#### SOURCE DATA
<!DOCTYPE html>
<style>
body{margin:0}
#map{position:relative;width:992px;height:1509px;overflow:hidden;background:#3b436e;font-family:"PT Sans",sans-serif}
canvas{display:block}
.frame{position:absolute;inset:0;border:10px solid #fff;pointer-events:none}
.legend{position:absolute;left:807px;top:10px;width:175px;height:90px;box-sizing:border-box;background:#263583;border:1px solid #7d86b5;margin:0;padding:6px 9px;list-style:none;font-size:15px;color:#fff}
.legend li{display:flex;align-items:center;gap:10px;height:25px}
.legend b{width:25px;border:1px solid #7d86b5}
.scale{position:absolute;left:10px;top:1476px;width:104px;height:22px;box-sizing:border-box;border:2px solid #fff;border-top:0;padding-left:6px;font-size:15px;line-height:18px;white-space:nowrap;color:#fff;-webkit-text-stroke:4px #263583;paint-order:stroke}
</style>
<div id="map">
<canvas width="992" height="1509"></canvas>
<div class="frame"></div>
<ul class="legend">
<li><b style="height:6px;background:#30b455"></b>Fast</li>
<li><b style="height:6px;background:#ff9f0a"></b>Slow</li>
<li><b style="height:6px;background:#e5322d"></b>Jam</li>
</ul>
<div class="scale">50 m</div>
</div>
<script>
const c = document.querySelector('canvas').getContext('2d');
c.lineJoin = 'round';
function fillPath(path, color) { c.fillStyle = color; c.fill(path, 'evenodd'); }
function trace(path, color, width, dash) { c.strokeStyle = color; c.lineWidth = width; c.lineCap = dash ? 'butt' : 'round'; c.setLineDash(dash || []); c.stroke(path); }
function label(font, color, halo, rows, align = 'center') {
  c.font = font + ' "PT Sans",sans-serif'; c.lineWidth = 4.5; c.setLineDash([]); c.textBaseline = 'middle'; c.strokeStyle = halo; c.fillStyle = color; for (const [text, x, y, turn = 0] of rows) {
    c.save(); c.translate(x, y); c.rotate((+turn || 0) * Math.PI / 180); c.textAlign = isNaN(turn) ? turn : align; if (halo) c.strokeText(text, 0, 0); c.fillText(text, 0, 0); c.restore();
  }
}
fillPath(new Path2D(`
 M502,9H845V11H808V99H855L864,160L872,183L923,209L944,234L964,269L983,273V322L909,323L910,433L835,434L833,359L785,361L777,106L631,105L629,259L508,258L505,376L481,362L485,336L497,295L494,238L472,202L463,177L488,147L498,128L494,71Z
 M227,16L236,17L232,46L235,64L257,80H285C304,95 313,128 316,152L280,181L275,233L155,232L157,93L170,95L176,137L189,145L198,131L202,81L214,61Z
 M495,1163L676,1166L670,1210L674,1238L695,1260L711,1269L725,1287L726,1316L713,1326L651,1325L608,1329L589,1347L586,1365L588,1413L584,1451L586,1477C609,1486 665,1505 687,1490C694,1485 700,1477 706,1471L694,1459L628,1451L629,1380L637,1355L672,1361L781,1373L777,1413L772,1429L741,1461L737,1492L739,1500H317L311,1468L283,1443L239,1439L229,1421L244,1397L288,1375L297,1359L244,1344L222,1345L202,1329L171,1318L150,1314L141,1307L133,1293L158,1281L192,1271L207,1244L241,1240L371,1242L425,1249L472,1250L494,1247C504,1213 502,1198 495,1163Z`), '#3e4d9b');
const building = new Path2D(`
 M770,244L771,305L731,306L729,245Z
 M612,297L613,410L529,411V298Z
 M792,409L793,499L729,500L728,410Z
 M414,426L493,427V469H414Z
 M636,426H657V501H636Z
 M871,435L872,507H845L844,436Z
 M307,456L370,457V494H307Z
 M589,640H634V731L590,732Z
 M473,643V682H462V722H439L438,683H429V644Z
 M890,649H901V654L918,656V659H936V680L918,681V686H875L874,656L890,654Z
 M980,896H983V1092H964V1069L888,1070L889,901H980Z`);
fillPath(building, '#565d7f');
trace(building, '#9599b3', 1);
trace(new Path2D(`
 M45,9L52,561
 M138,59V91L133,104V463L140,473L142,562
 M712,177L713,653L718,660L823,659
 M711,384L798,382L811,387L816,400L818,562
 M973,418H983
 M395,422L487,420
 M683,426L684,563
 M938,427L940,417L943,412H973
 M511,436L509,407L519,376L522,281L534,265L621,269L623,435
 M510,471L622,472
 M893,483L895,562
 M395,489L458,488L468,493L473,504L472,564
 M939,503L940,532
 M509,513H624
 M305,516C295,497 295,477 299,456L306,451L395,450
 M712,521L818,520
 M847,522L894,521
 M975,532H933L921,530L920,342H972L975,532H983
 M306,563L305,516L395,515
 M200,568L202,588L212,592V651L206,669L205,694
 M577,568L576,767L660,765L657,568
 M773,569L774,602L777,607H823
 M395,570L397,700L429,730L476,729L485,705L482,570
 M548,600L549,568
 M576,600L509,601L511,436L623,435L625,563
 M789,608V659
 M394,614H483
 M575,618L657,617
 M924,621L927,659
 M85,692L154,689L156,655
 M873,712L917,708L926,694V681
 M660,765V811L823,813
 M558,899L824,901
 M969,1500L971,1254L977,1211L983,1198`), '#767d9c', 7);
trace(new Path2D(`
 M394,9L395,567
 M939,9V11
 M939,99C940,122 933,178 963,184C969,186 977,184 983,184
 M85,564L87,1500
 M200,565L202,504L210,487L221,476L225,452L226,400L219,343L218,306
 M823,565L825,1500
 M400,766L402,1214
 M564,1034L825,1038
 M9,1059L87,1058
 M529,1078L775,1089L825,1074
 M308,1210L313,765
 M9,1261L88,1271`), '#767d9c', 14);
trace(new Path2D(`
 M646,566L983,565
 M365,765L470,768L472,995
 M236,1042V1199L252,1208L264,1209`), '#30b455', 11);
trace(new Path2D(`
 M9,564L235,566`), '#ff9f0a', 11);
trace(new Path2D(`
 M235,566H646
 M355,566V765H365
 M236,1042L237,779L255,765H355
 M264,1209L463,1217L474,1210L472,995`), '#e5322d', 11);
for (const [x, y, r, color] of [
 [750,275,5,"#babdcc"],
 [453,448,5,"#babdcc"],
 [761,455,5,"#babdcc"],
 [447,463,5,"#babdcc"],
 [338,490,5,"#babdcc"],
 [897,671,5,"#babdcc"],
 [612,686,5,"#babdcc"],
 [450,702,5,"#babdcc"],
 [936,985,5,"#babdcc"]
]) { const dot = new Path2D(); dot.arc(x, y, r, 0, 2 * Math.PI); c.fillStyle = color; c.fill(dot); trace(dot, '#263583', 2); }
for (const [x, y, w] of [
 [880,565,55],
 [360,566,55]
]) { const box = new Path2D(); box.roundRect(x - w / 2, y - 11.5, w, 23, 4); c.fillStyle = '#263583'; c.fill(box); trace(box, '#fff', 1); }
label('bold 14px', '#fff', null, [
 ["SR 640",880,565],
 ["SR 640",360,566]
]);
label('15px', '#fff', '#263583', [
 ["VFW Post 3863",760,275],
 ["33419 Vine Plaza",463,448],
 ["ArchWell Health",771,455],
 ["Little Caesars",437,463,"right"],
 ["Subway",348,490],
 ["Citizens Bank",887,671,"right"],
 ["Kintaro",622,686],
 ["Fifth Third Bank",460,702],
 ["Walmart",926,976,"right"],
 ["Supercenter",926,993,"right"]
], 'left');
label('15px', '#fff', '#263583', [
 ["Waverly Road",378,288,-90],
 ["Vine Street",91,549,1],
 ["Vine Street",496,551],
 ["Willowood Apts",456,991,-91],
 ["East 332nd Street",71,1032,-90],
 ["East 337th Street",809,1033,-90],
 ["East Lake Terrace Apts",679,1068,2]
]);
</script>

#### BRIEF
From the records above, return each line where "canvas" occurs.

#### ANSWER TO THIS EXERCISE
canvas{display:block}
<canvas width="992" height="1509"></canvas>
const c = document.querySelector('canvas').getContext('2d');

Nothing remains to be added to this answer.